Для обернутов искусство обладает своей логикой, помогающей узнать жизнь, а новый поэтический язык способен создать новое ощущение жизни и даже новые предметы. Мир устроен не как двоичная структура (романтическое и символистское двоемирие), полюсов в нем значительно больше, он хаотичен и абсурден, происходить может что угодно, а художник свободен в обращении с любым жизненным материалом, главное – играть со всеми составляющими (видно, что ОБЭРИУ во многом предвосхищает
Свое искусство они называли «реальным», потому что любое явление «разбирали на части», очищали от традиций и обычаев или контекстов, рассматривали изолированно и без оценок – вот оно и получалось реальным, т. е. существовавшим самим по себе. Нелепости в мире, считали обэриуты, обнаруживаются после «внутреннего взрыва», когда явление переходит в сферу искусства. В этот момент звучит смех, но это не насмешка, а радость обновления.

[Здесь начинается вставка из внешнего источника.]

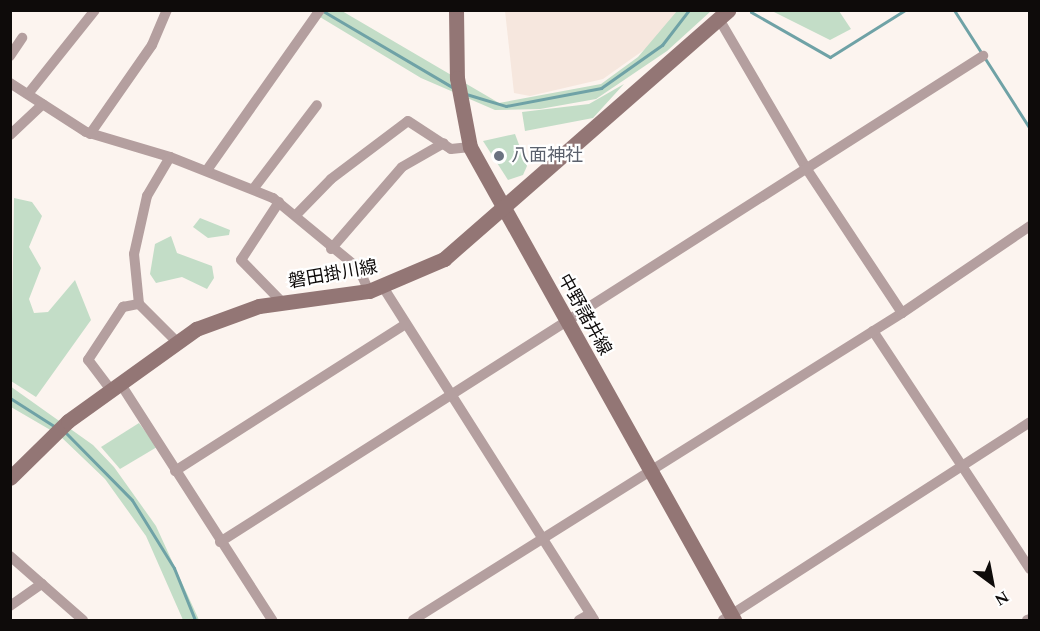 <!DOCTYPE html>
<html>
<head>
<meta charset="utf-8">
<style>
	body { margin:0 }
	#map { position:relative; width:1040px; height:631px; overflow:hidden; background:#fcf4ef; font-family:Spectral,"Noto Sans JP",serif }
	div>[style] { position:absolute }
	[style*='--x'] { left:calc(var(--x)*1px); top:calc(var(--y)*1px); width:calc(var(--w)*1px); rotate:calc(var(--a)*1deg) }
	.built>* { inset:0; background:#f6e7de }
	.green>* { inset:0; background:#c3ddc7 }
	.stream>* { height:3px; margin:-1.5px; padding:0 1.5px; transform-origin:1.5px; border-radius:1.5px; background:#6fa2a6 }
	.street>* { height:10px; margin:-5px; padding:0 5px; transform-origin:5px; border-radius:5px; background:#b49f9f }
	.secondary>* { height:15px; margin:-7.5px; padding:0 7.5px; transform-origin:7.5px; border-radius:7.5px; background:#937675 }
	.dots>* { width:16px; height:16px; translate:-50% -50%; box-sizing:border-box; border:3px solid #fff; border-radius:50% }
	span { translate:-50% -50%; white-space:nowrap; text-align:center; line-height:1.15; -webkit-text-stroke:4.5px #fff; paint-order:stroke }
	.worship-label { font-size:18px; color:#5b616d }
	.left { translate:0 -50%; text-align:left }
	.street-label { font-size:18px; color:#0e0b0a }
	.frame { position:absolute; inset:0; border:12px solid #0e0b0a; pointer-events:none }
	.north { position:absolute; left:962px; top:553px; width:60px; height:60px; -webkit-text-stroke:4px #fff; paint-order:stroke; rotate:148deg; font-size:16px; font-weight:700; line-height:24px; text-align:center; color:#0e0b0a }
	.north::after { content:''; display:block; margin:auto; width:21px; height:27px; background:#0e0b0a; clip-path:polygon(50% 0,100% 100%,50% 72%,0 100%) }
</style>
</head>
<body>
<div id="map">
	<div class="built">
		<i style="clip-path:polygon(505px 11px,679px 11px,658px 40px,603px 79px,530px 96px,514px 93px)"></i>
	</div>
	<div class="green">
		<i style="clip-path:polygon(310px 11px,342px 11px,499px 103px,601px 84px,638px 57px,677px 11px,711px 11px,667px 51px,596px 99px,540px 109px,495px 110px,421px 78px)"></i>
		<i style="clip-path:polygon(772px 11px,839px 11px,851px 29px,830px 40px)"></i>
		<i style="clip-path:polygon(624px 84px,593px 118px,525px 131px,522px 112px,589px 104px)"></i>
		<i style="clip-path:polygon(515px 134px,527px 166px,523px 175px,508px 180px,483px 141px)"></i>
		<i style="clip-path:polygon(14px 198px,32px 202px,42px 216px,29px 247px,41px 268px,29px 299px,34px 313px,48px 312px,75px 280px,91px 320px,36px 397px,11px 381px)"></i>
		<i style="clip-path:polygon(200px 218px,230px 230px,229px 235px,208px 238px,193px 227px)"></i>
		<i style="clip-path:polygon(171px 236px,177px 253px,212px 266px,214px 278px,207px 289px,182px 277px,156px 283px,150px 274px,155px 244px)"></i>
		<i style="clip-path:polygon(10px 386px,93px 445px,114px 467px,156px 526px,199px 620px,183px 620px,146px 536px,105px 479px,59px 435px,11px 407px)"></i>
		<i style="clip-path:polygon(139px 423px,157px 447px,120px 469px,101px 447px)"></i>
	</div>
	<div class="stream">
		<i style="--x:954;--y:10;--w:141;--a:57.4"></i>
		<i style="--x:323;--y:11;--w:150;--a:30.5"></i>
		<i style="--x:751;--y:12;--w:91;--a:29.7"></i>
		<i style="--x:830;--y:57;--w:89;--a:-32.1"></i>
		<i style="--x:466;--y:94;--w:42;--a:16.7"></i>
		<i style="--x:506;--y:106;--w:97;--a:-10.7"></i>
		<i style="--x:601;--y:88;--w:75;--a:-35.2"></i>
		<i style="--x:662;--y:45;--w:44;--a:-52.4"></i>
		<i style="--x:10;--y:398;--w:52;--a:32.5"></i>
		<i style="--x:65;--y:432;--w:95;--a:45.4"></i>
		<i style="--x:132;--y:500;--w:80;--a:58.3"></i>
		<i style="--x:174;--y:568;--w:56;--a:68"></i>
	</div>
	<div class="street">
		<i style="--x:719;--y:19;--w:173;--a:59.7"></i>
		<i style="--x:806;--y:168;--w:174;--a:56.5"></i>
		<i style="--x:10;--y:56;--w:22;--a:-56"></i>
		<i style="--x:10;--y:83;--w:90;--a:32.8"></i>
		<i style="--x:86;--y:132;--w:88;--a:16.6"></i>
		<i style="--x:170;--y:157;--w:111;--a:21.7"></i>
		<i style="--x:273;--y:198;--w:112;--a:39.5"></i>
		<i style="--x:359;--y:269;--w:24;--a:66"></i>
		<i style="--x:28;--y:94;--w:107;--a:-51.4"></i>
		<i style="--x:90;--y:134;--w:108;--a:-55.1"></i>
		<i style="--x:152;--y:45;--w:38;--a:-67"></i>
		<i style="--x:10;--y:135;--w:45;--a:-43.2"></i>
		<i style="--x:170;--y:157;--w:45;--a:120.5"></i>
		<i style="--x:147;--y:196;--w:59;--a:102.6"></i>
		<i style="--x:134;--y:254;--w:50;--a:84.3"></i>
		<i style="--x:139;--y:304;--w:52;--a:45"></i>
		<i style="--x:207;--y:170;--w:196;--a:-54.8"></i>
		<i style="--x:254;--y:188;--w:104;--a:-52.8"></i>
		<i style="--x:279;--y:202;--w:69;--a:123.2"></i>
		<i style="--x:241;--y:260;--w:60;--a:45.7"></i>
		<i style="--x:296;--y:215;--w:50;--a:-45.8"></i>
		<i style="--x:331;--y:179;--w:96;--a:-37"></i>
		<i style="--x:408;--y:121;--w:51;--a:33.1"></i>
		<i style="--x:451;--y:149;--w:19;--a:-6"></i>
		<i style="--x:331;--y:249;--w:108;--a:-49.1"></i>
		<i style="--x:402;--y:167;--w:48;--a:-29.7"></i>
		<i style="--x:383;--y:287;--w:394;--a:57.6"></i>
		<i style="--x:873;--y:331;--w:285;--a:56.6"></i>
		<i style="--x:120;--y:383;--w:282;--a:57.3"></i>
		<i style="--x:111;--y:390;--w:38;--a:-127"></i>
		<i style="--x:88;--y:360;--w:64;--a:-56.6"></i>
		<i style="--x:123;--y:307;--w:16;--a:-11"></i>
		<i style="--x:175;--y:471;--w:272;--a:-32.5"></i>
		<i style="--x:220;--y:542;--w:905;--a:-32.5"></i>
		<i style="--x:10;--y:556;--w:97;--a:41.2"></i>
		<i style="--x:10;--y:606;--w:39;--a:-35"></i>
		<i style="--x:413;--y:620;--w:577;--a:-32.12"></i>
		<i style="--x:902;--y:313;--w:155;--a:-34.2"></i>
		<i style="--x:579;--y:620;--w:13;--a:-29"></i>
		<i style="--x:723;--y:620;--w:365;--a:-32.8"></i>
		<i style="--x:1027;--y:620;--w:3;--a:-18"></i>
	</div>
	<div class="secondary">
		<i style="--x:456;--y:10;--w:68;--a:89.2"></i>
		<i style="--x:457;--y:78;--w:70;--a:79.3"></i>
		<i style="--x:470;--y:147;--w:542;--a:60.83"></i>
		<i style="--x:10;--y:478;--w:81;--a:-44.5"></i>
		<i style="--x:68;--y:421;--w:158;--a:-35.7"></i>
		<i style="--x:196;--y:329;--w:67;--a:-20.1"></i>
		<i style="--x:259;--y:306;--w:111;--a:-7.8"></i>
		<i style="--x:369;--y:291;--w:82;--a:-23.1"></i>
		<i style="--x:444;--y:259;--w:378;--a:-41.2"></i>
	</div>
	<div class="dots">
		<i style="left:499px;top:156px;background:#6b7280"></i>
	</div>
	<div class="worship-label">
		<span class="left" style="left:511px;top:156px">八面神社</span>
	</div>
	<div class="street-label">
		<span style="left:333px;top:275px;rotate:-10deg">磐田掛川線</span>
		<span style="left:584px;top:315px;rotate:61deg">中野諸井線</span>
	</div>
	<div class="frame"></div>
	<div class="north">N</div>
</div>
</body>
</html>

Мир, понятый как абсурдный, описывался с помощью языка, близкого к зауми, и вдобавок границы лексики и грамматики преодолевались, как происходит у детей. Но сам по себе абсурд не добр и чужд морали, не говоря уже о нравственности, что проявлялось в творчестве каждого из обэриутов: мир не хорош и не плох, он неожидан и удивителен.
Постмодернизм
– как следует из названия, постмодернизмом должно называться то, что следует после модернизма, т. е. после обновления.
Что это может быть? Старое? Более новое и современное?..
Именно поэтому термин, который стал появляться в 1960–1970‐х гг. для обозначения новых (все-таки «новых») явлений в искусстве, вызвал поначалу оторопь в среде теоретиков и критиков. Впервые, однако, слово было употреблено еще в 1917 г. и периодически мелькало в разнообразных филологических и философских работах, в которых ставилась цель показать отличие поэзии и поэтики авангарда от «классических» форм и норм. При этом «модернизм» воспринимался как часть классической культуры.
С течением лет сформировалась традиция называть постмодернизмом особый тип философствования, отличающийся от классической культурной традиции. Сомнению подвергались все классические ценности, о каждой из которых как бы говорилось что-то вроде «А король-то гол!»; иронически воспринималось традиционное соотношение «разума» и «чувства», отрицалась возможность непосредственного восприятия того или иного объекта, особенно эстетического. После всего, что породила мировая культура, невозможно, как утверждали постмодернисты, создать ничего «нового», «небывалого», а воспринять то, что делается, можно лишь через призму своего и общего восприятия всех состоявшихся культурных достижений и событий. Мы «слушаем» не «органами слуха», а «привычкой» к «слушанию»; мы «видим» не глазами, а «обычаем» и «навыком» видения, и т. д. Христианская модель мира не имела для представителей этого направления никакого смысла, а значит, и христианское понимание времени, а также истории, равно как и метафизики, автоматически отменялось. Ирония, обязательная спутница этого способа мышления, возникала благодаря ощущению «конца истории». Все главные события уже совершились; все завоевания в различных областях духа, сознания и др., которые могло совершить человечество, уже сделаны. Остается лишь экстенсивное развитие, производство и воспроизводство материальных и прочих благ. Все, что будет возникать и происходить далее, обречено на комбинирование элементов различных знаковых, ценностных и др. систем. Интересно, что об этом символически свидетельствует название одной из постмодернистских дисциплин – «кентавристика».
Постмодернизм отрицает не только «конечную истину» о мире, но и правомерность самого разговора о ней. Поэтому снимается вопрос о «вторичности» ряда произведений, основанных на прямом заимствовании темы, приема, системы образов и др.: отсутствует то, что «первично». Нет также и положительных или отрицательных героев, поскольку отсутствует сколь-нибудь устойчивое представление о стабильных добре и зле: эти представления, по мнению постмодернистов, порождаются не экзистенциальным ощущением человека, а его социализацией и идеологизацией его отношений с миром.